В заключение, продолжая следовать от самых интимных своих состояний к впечатлениям поверхностным, одновременно данным и тесно соприкасающимся с ними в моем сознании, я нахожу, перед тем как достигнуть окружающего их реального горизонта, удовольствия иного порядка: удовольствие вдыхать напоенный ароматом воздух, сознавать, что мне здесь не помешает зашедший к нам в это время гость; наконец, когда били часы на колокольне Сент-Илер, - удовольствие наблюдать, как опадает, капля за каплей, истраченная уже часть послеполуденного времени, пока до меня не доносился последний удар, позволявший мне определить их число; и воцарявшееся затем долгое молчание, казалось, возвещало о том, что в голубом небе надо мною начинается длинная часть дня, еще остававшаяся в моем распоряжении для чтения до вкусного обеда, приготовляемого сейчас Франсуазой, который подкрепит меня после утомления, причиненного напряженным следованием во время чтения книги за перипетиями ее героя. И при каждом бое часов мне казалось, что прошло всего только несколько мгновений с тех пор, как отзвучали удары предшествующего часа; самый последний из этих ударов только что запечатлелся в непосредственном соседстве с предшественником на поверхности неба, и я не мог поверить, что шестьдесят минут могли уместиться на этом маленьком отрезке голубой дуги, заключенном между их двумя золотыми отметками. Случалось даже, что этот преждевременный бой заключал в себе на два удара больше предыдущего, - промежуточного боя я, следовательно, не слышал, - нечто, имевшее место в действительности, не имело места для меня; интерес к чтению, магический, словно глубокий сон, ввел в заблуждение мои галлюцинирующие уши и стер звук золотого колокола с лазурной поверхности тишины. Прекрасные воскресные послеполуденные часы под каштаном нашего сада в Комбре, тщательно очищенные мною от всех мелких событий моей повседневной жизни и заполненные жизнью, богатой фантастическими приключениями и причудливыми замыслами, в лоне местности, орошенной быстро бегущими речками, - вы все еще вызываете в моей памяти эту жизнь, когда я о вас думаю, и вы действительно содержите ее в себе, ибо мало-помалу вы ограждали и замыкали ее - в то время как я все дальше углублялся в мою книгу и постепенно спадал полуденный жар - в непрерывно нараставший, медленно менявший форму и испещренный листвою каштана кристалл вашей безмолвной, звонкой, благоуханной и прозрачно-ясной череды!
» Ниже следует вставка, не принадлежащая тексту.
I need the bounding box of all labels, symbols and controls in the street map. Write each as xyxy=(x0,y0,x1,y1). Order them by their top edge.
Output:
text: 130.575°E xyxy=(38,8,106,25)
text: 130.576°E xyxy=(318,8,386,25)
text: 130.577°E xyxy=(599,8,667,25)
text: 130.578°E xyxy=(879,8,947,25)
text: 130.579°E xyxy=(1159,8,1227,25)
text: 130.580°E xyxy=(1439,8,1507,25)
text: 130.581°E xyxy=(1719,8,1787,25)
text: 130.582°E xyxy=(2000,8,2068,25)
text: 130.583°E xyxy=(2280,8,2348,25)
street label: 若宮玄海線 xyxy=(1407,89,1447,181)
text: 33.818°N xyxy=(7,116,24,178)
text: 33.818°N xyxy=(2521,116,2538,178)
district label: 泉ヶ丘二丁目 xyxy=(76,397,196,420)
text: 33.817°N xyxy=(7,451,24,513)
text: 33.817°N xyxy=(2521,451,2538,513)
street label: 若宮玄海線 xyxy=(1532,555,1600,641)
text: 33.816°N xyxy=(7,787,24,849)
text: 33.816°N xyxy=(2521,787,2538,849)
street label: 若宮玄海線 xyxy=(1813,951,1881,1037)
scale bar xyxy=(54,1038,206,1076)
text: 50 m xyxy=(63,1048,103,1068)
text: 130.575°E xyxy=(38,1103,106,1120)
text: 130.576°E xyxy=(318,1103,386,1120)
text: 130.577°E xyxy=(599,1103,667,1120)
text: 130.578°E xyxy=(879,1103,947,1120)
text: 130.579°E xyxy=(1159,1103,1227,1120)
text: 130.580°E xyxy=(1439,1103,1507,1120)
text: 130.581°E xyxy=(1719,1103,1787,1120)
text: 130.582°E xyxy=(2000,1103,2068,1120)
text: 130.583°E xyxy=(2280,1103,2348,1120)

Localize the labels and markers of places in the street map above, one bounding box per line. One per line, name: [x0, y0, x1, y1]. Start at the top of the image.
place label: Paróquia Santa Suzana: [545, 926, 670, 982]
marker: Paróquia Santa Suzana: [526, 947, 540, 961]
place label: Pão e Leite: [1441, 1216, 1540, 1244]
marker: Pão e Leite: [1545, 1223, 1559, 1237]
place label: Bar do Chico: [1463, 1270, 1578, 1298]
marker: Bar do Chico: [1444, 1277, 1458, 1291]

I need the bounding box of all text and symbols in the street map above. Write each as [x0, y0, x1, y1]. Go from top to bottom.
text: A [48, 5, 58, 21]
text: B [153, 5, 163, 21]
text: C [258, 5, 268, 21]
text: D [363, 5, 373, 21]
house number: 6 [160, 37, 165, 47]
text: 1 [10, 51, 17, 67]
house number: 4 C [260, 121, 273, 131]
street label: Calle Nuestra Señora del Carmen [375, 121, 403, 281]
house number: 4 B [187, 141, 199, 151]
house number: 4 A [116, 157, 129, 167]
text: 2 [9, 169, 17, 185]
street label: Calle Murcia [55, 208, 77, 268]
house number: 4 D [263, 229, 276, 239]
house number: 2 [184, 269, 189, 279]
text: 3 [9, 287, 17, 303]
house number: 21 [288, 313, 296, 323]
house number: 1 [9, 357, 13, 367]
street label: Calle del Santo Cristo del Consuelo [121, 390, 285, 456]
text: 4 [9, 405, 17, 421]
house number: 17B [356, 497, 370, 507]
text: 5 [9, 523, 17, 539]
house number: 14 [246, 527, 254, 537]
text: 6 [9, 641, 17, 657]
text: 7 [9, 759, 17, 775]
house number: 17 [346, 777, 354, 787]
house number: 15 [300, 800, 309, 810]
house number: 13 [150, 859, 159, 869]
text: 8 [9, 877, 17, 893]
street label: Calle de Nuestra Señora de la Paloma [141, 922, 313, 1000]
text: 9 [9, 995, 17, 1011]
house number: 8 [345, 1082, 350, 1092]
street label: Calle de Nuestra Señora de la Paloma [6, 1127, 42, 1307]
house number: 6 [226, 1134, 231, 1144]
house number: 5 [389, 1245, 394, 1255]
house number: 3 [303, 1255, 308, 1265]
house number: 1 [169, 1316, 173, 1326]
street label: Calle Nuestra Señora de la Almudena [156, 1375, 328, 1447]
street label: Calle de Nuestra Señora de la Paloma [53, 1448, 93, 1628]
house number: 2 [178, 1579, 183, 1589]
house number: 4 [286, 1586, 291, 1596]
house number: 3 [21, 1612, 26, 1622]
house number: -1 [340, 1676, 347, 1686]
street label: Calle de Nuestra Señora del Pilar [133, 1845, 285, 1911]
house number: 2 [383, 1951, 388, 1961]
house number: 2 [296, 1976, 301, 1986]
Иногда в самый разгар моего чтения я бывал отвлечен от книги дочерью садовника, вбегавшей во двор, как угорелая, опрокидывая на пути кадку с апельсинным деревом, обрезывая палец, выбивая зуб, с криком: "Идут! Идут!" Этими возгласами она приглашала Франсуазу и меня бежать скорее на улицу, чтобы ничего не потерять из зрелища. Это случалось в дни, когда гарнизон, расквартированный в Комбре, выходил из казарм на какое-нибудь учение, направляясь обыкновенно по улице Сент-Гильдегард. В то время как наши слуги, усевшись рядышком на стульях за садовой оградой, смотрели на горожан, совершавших воскресную прогулку, и себя им показывали, дочь садовника замечала сверкание касок в просвет между двумя отдаленными домами на Вокзальном бульваре. Слуги стремительно бросались со своими стульями обратно в сад, ибо когда кирасиры дефилировали по улице Сент-Гильдегард, они заполняли ее во всю ширину, и галопирующие их лошади касались стен домов, затопляя тротуары, как разлившаяся река затопляет берега слишком узкого русла.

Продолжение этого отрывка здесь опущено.